_Study material_
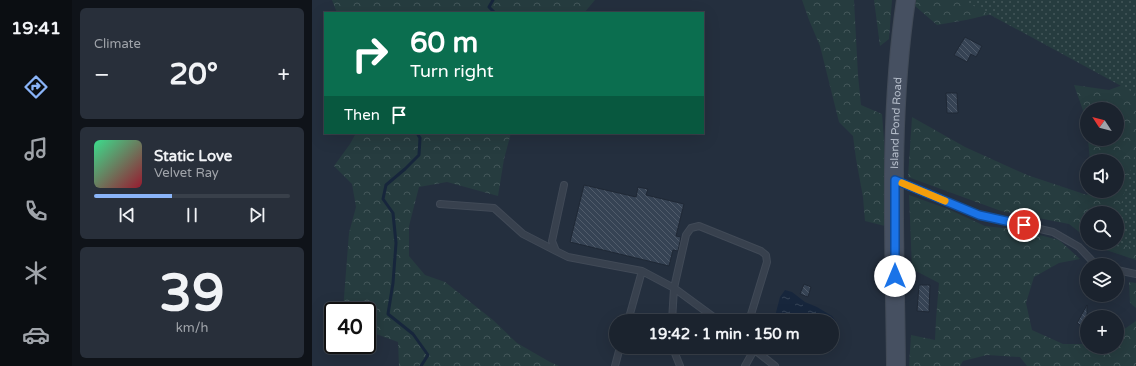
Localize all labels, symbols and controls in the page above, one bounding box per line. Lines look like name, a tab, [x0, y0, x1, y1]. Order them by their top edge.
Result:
text: 19:41	[11, 17, 61, 39]
text: 60 m	[410, 26, 478, 60]
icon: right	[344, 28, 396, 80]
text: Climate	[94, 36, 141, 52]
text: 20°	[169, 56, 218, 93]
text: Turn right	[410, 60, 494, 82]
text: −	[94, 62, 110, 88]
text: +	[278, 62, 290, 88]
icon: directions	[22, 73, 50, 101]
street label: Island Pond Road	[887, 77, 904, 169]
north arrow	[1080, 102, 1124, 146]
map controls	[1080, 102, 1124, 354]
icon: arrive	[388, 104, 410, 126]
text: Then	[344, 106, 380, 124]
icon: music	[22, 135, 50, 163]
text: Static Love	[154, 147, 232, 165]
button: sound	[1080, 154, 1124, 198]
text: Velvet Ray	[154, 165, 219, 181]
icon: phone	[22, 197, 50, 225]
icon: previous	[116, 204, 138, 226]
icon: pause	[181, 204, 203, 226]
icon: next	[246, 204, 268, 226]
button: search	[1080, 206, 1124, 250]
pin	[1007, 208, 1041, 242]
icon: arrive	[1013, 214, 1035, 236]
position arrow	[874, 255, 916, 297]
button: layers	[1080, 258, 1124, 302]
icon: climate	[22, 259, 50, 287]
text: 39	[159, 262, 225, 325]
speed limit sign: 40	[324, 302, 376, 354]
button: +	[1080, 310, 1124, 354]
text: km/h	[176, 320, 208, 336]
icon: car	[22, 321, 50, 349]
text: 19:42 · 1 min · 150 m	[649, 325, 799, 343]

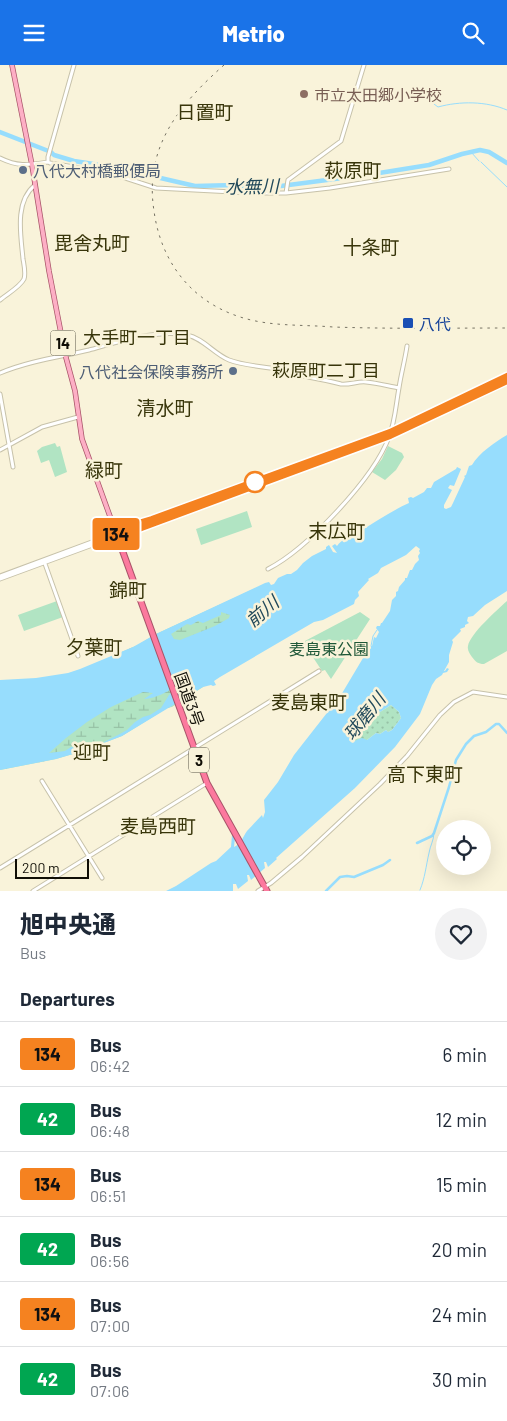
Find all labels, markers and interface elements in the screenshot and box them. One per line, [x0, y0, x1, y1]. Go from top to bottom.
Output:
icon: menu [20, 19, 48, 47]
icon: search [459, 19, 487, 47]
text: Metrio [222, 20, 285, 46]
place label: 市立太田郷小学校 [314, 85, 442, 104]
marker: 市立太田郷小学校 [298, 88, 310, 100]
district label: 日置町 [176, 100, 234, 123]
district label: 萩原町 [324, 158, 382, 181]
place label: 八代大村橋郵便局 [33, 161, 161, 180]
marker: 八代大村橋郵便局 [17, 164, 29, 176]
water label: 水無川 [225, 174, 281, 197]
district label: 毘舎丸町 [54, 231, 130, 254]
district label: 十条町 [342, 235, 400, 258]
place label: 八代 [419, 314, 451, 333]
marker: 八代 [401, 316, 415, 330]
district label: 大手町一丁目 [83, 326, 191, 348]
road number: 14 [50, 331, 76, 355]
district label: 萩原町二丁目 [272, 359, 380, 381]
place label: 八代社会保険事務所 [79, 362, 223, 381]
marker: 八代社会保険事務所 [227, 365, 239, 377]
district label: 清水町 [136, 396, 194, 419]
district label: 緑町 [85, 458, 123, 481]
unlabelled marker [244, 471, 266, 493]
line badge: 134 [87, 518, 145, 550]
district label: 末広町 [308, 519, 366, 542]
text: 134 [103, 523, 129, 545]
district label: 錦町 [109, 578, 147, 601]
water label: 前川 [241, 590, 284, 631]
district label: 夕葉町 [65, 635, 123, 658]
park label: 麦島東公園 [289, 639, 369, 658]
street label: 国道3号 [171, 669, 209, 729]
water label: 球磨川 [338, 687, 391, 744]
district label: 麦島東町 [271, 690, 347, 713]
district label: 迎町 [73, 740, 111, 763]
road number: 3 [189, 747, 209, 773]
district label: 高下東町 [387, 762, 463, 785]
district label: 麦島西町 [120, 814, 196, 837]
map controls [436, 820, 491, 875]
button: locate [436, 820, 491, 875]
scale bar [15, 856, 89, 879]
text: 200 m [22, 859, 60, 876]
button: heart [435, 908, 487, 960]
text: 旭中央通 [20, 909, 116, 938]
text: Bus [20, 943, 46, 962]
text: Departures [20, 987, 115, 1010]
text: Bus [90, 1033, 122, 1056]
text: 134 [34, 1043, 61, 1065]
text: 6 min [443, 1043, 487, 1066]
text: 06:42 [90, 1056, 130, 1075]
text: Bus [90, 1098, 122, 1121]
text: 42 [37, 1108, 58, 1130]
text: 12 min [436, 1108, 487, 1131]
text: 06:48 [90, 1121, 130, 1140]
text: Bus [90, 1163, 122, 1186]
text: 134 [34, 1173, 61, 1195]
text: 15 min [436, 1173, 487, 1196]
text: 06:51 [90, 1186, 126, 1205]
text: Bus [90, 1228, 122, 1251]
text: 42 [37, 1238, 58, 1260]
text: 20 min [431, 1238, 487, 1261]
text: 06:56 [90, 1251, 129, 1270]
text: Bus [90, 1293, 122, 1316]
text: 134 [34, 1303, 61, 1325]
text: 24 min [432, 1303, 487, 1326]
text: 07:00 [90, 1316, 130, 1335]
text: Bus [90, 1358, 122, 1381]
text: 42 [37, 1368, 58, 1390]
text: 30 min [432, 1368, 487, 1391]
text: 07:06 [90, 1381, 129, 1400]

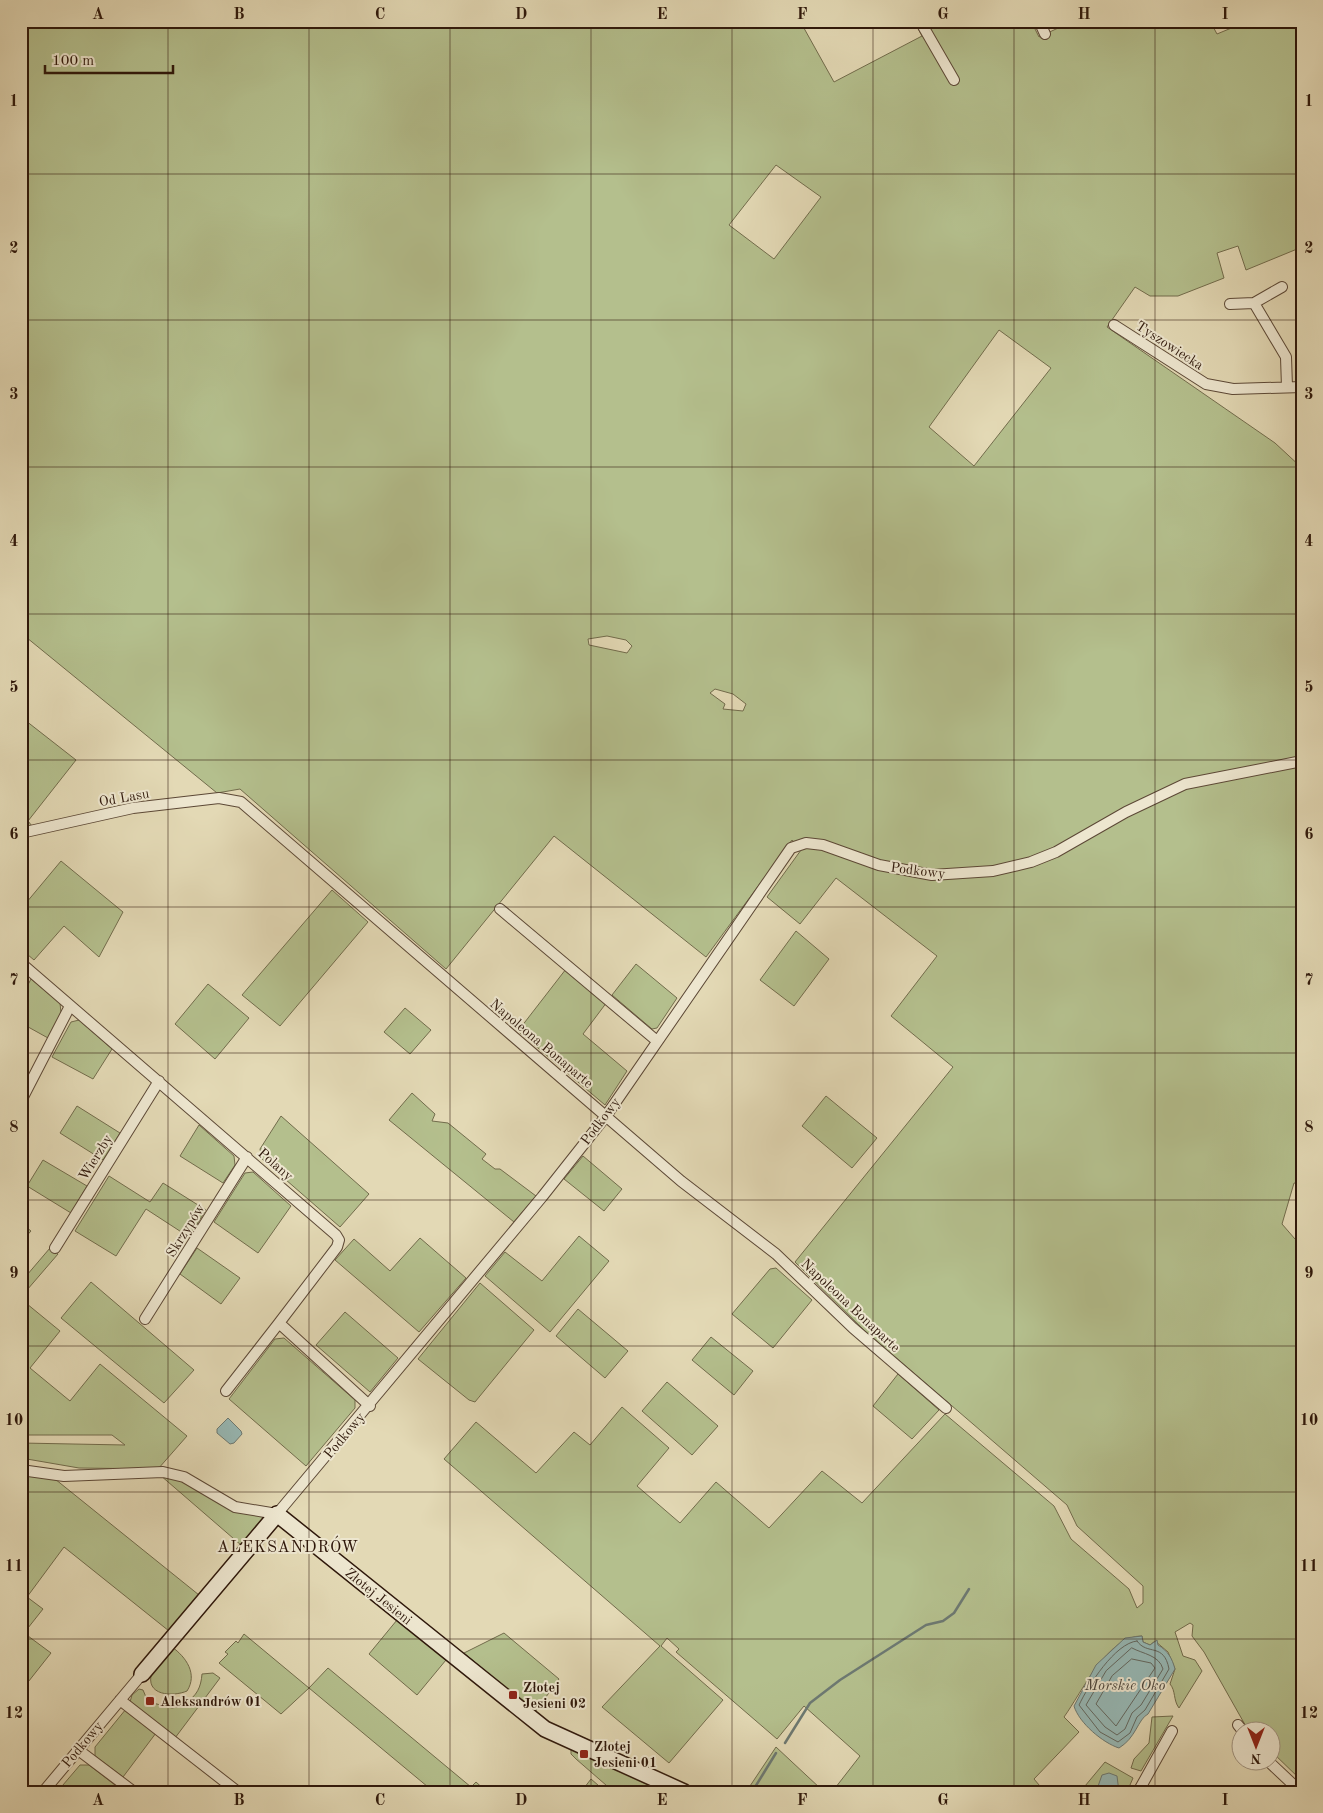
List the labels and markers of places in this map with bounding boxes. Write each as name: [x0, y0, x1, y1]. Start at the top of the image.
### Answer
place label: Złotej Jesieni 02: [523, 1681, 586, 1711]
marker: Złotej Jesieni 02: [507, 1689, 519, 1701]
marker: Aleksandrów 01: [144, 1695, 156, 1707]
place label: Aleksandrów 01: [160, 1695, 262, 1709]
place label: Złotej Jesieni 01: [594, 1740, 657, 1770]
marker: Złotej Jesieni 01: [578, 1748, 590, 1760]

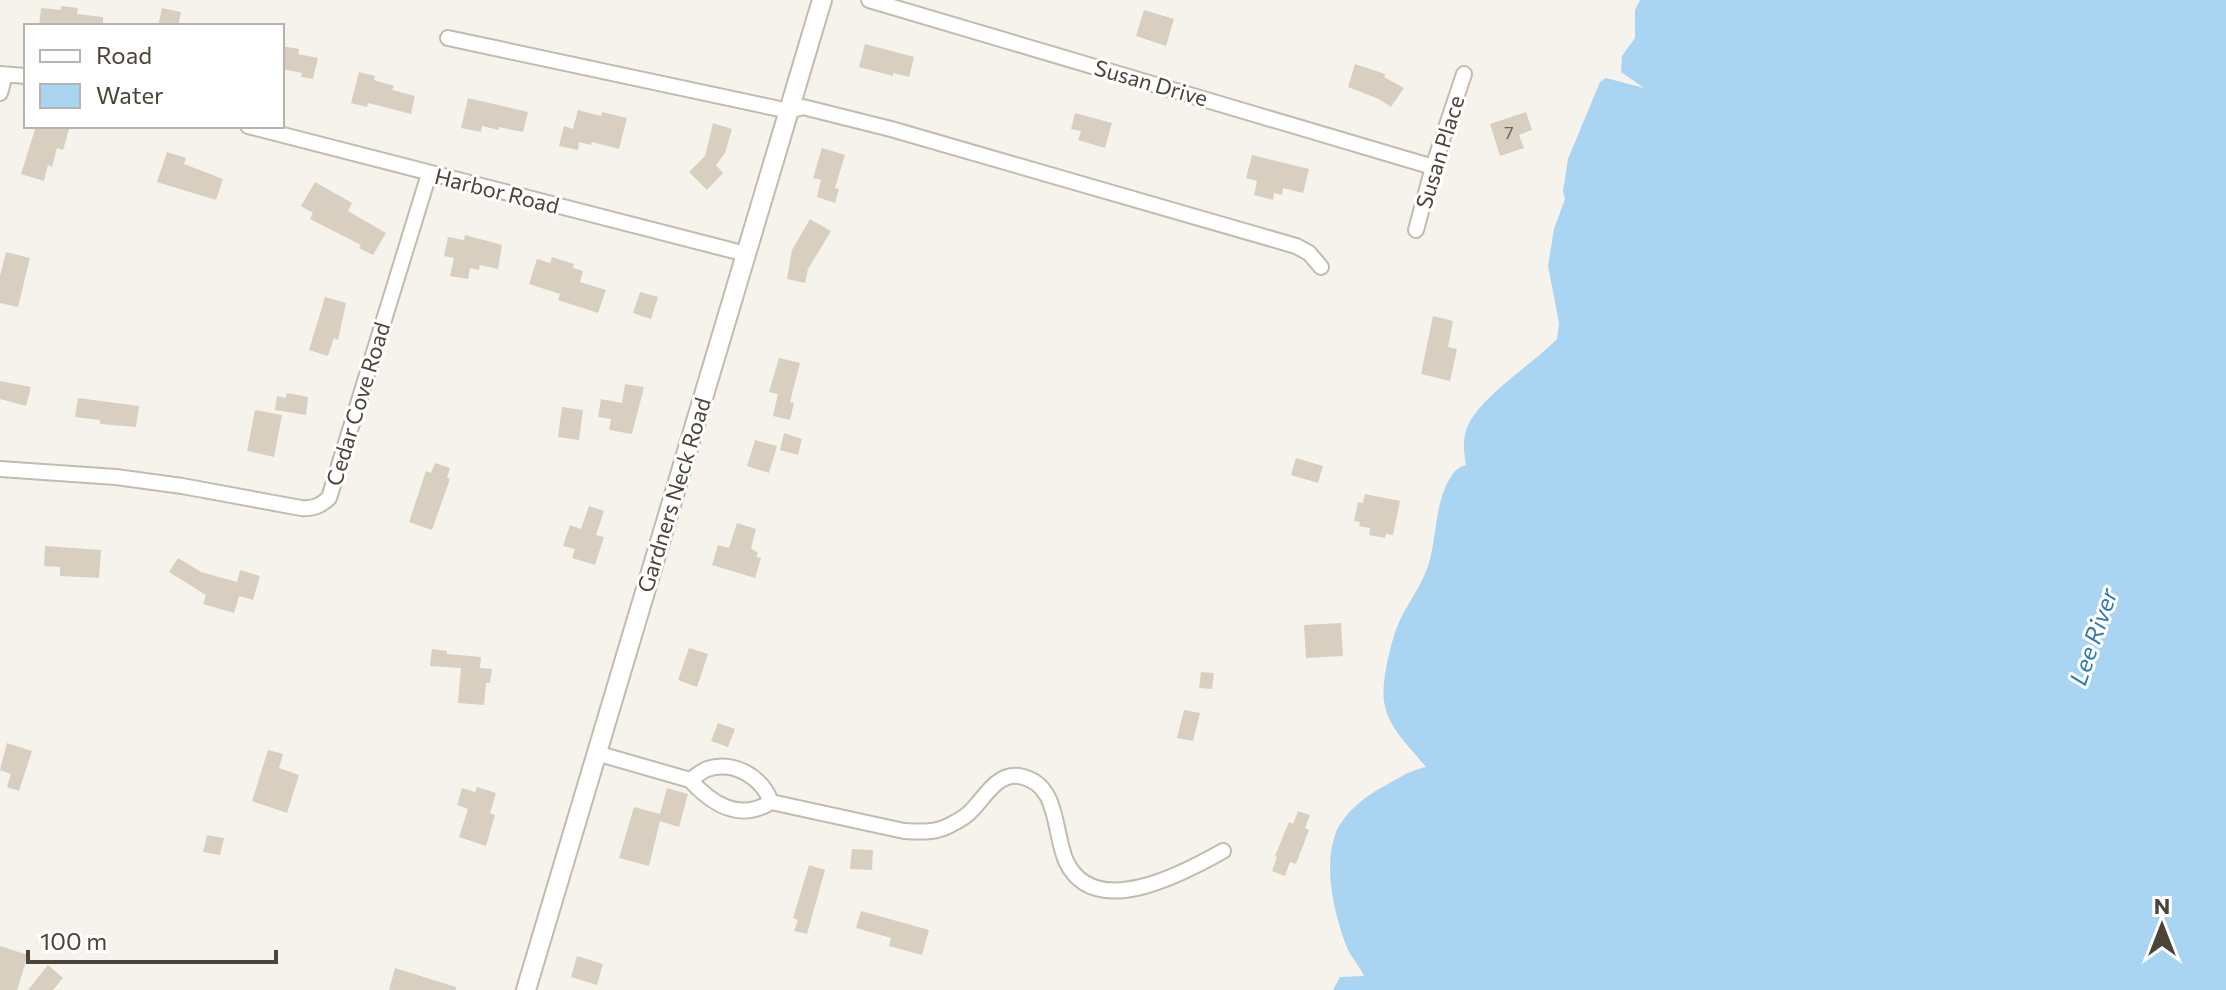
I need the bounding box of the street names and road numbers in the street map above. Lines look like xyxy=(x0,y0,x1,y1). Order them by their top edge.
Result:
street label: Susan Drive xyxy=(1091,53,1211,112)
street label: Susan Place xyxy=(1410,92,1470,212)
street label: Harbor Road xyxy=(432,162,562,219)
street label: Cedar Cove Road xyxy=(320,319,395,489)
street label: Gardners Neck Road xyxy=(631,394,716,595)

_Work instructions_
Each line containing the word "xyxy" needs to be copied from the data above.

_The answer_
I need the bounding box of the street names and road numbers in the street map above. Lines look like xyxy=(x0,y0,x1,y1). Order them by their top edge.
street label: Susan Drive xyxy=(1091,53,1211,112)
street label: Susan Place xyxy=(1410,92,1470,212)
street label: Harbor Road xyxy=(432,162,562,219)
street label: Cedar Cove Road xyxy=(320,319,395,489)
street label: Gardners Neck Road xyxy=(631,394,716,595)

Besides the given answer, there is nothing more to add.